Netezza Zone Maps Best Practices - learn

Reading Time: 5 minutes

1) Join Keys Best Practice

Use Integers as join keys for best performance results, example a surrogate key. Integers and integer based columns (e.g. timestamp and date) will compress with Netezza’s compression. As per Netezza docs, floating point numerics hash poorly and will force you to slower sort merge joins if joining on numeric columns that are not integers. Relying on a standard of integer data type on keys will avoid problems like a NOT achieving good join colocation. If two tables are not distributed on the join column, matching data from both the tables will end up in different data slices which means, the snippet processor needs to perform additional work to satisfy the join.

2) Distribution Keys

When two tables are joined together often like a customer table and order table, the distribution key selection of the two tables can play an important role in the performance of the queries. If the distribution key is on the join column, for e.g. customer id column in both the customer and order table, the data distribution will result in the records with the same customer id values ending up in the same data slice for both the tables. When a query joining the table is being processed, since the matching data from both the tables are in the same data slice the snippet processor will be able to perform the join locally and the send the result without performing additional work which in turn improves the performance of the query.

3) Clustered Based Table

In order to organize the existing records in the table, “GROOM TABLE” needs to be executed to take advantage of the data reorganization by queries. It is a good practice to have fact tables defined as clustered base tables with data organized on often joined columns to improve multi-dimensional lookup. At the same time care needs to be taken on the data organization columns by understanding the often executed queries and also minimizing the number of columns on which the data needs to be organized on.

4) Full Netezza course

Full Netezza course

Best Practices for Using Netezza Zone Maps

Netezza Zone Maps (Z-Maps) are a powerful tool to optimize query performance in Netezza by reducing I/O operations. In this article, we'll discuss best practices for using Z-Maps effectively.

Understand Your Data

Before creating Zone Maps, it is essential to understand the distribution of your data. Analyze the hot and cold spots in your tables to optimize Zone Map creation.

Create Z-Maps Carefully

1. Create Z-Maps for large tables with many partitions. 2. Use a sufficiently high sample rate (minimum 50%) to get an accurate representation of the data. 3. Avoid creating Zone Maps on tables with rapidly changing data as they may become outdated quickly.

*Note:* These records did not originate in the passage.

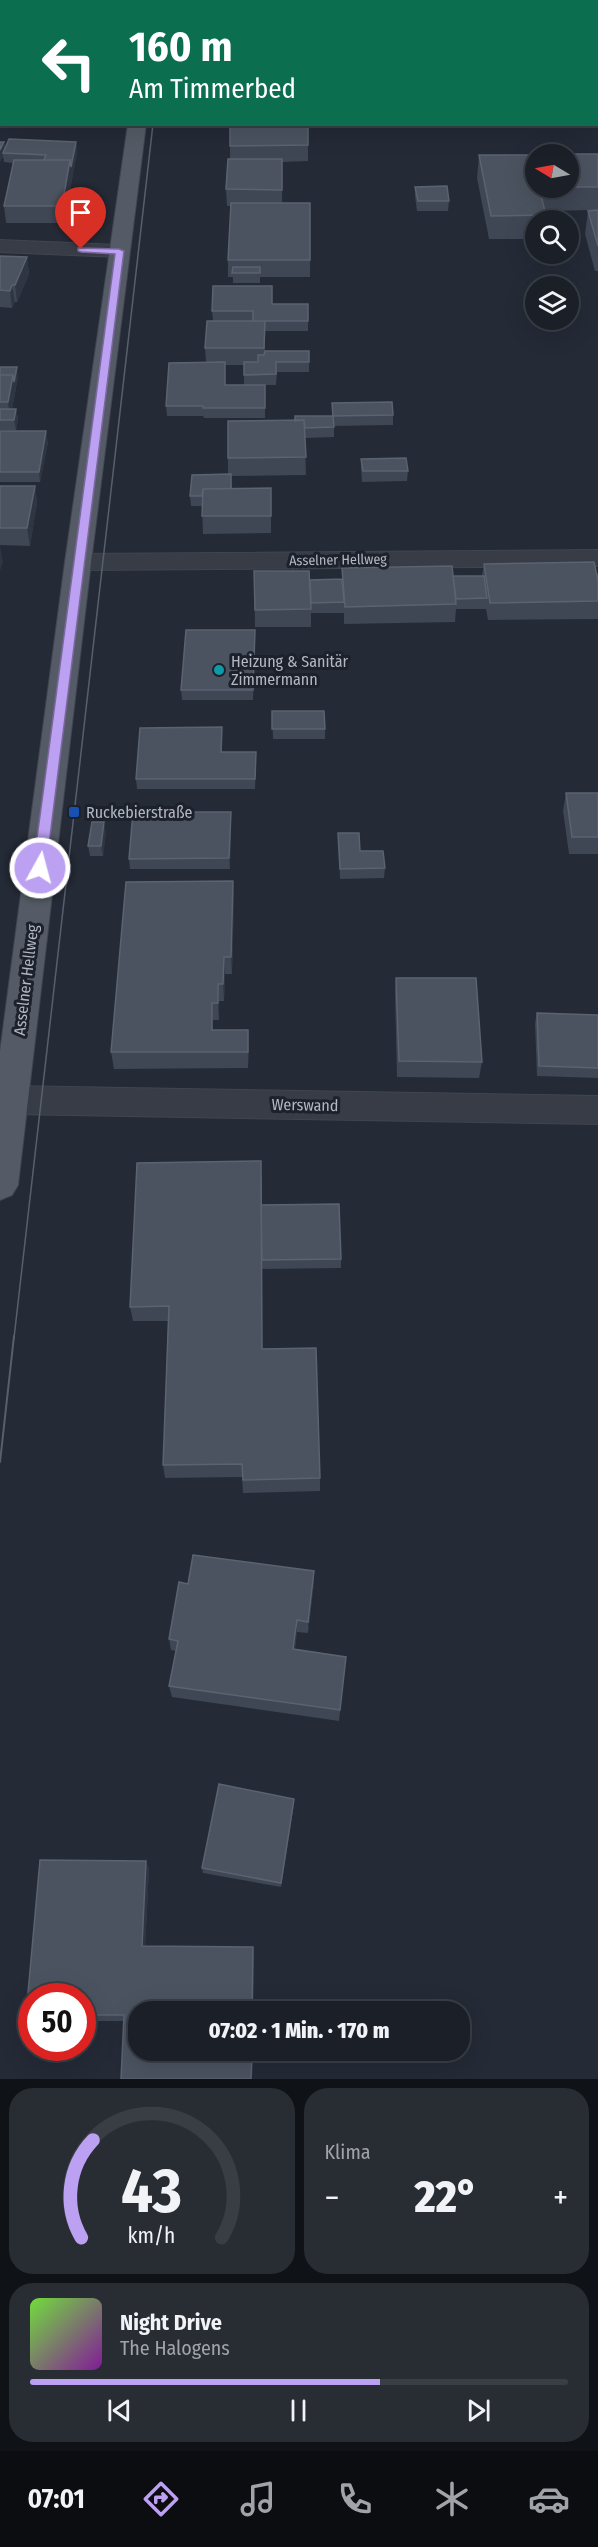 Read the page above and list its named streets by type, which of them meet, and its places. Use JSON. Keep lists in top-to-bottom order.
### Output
{
  "streets": {
    "main road": ["Asselner Hellweg"],
    "street": ["Werswand"]
  },
  "crossings": [
    ["Asselner Hellweg", "Werswand"]
  ],
  "places": {
    "other": ["Heizung & Sanitär Zimmermann"],
    "transit": ["Ruckebierstraße"]
  },
  "north": "left",
  "page": {
    "turn": ["160 m", "Am Timmerbed"],
    "limit": "50",
    "trip": "07:02 · 1 Min. · 170 m",
    "tile": "Klima",
    "heat": ["−", "22°", "+"],
    "song": ["Night Drive", "The Halogens"],
    "tabs": "07:01",
    "gauge": ["43", "km/h"]
  }
}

Optimize Z-Map Maintenance

1. Schedule regular Z-Map refreshes to keep them up-to-date. 2. Use the REBUILD_ZMAP command to refresh your Zone Maps when necessary. 3. Consider enabling automatic Z-Map refreshing for specific tables.

Monitor Z-Map Performance

Regularly monitor the performance of your Zone Maps using tools like DBMON or the Netezza Performance Profiler (NPP). This will help you identify any issues and optimize their performance.

Example: Creating a Z-Map

    CREATE ZONEMAP FOR table_name ON columns_to_zonemap USING SAMPLE 75;
    

Conclusion

By following these best practices, you can effectively use Netezza Zone Maps to optimize query performance and reduce I/O operations. Always keep your Z-Maps up-to-date, monitor their performance, and adapt them as needed for optimal results.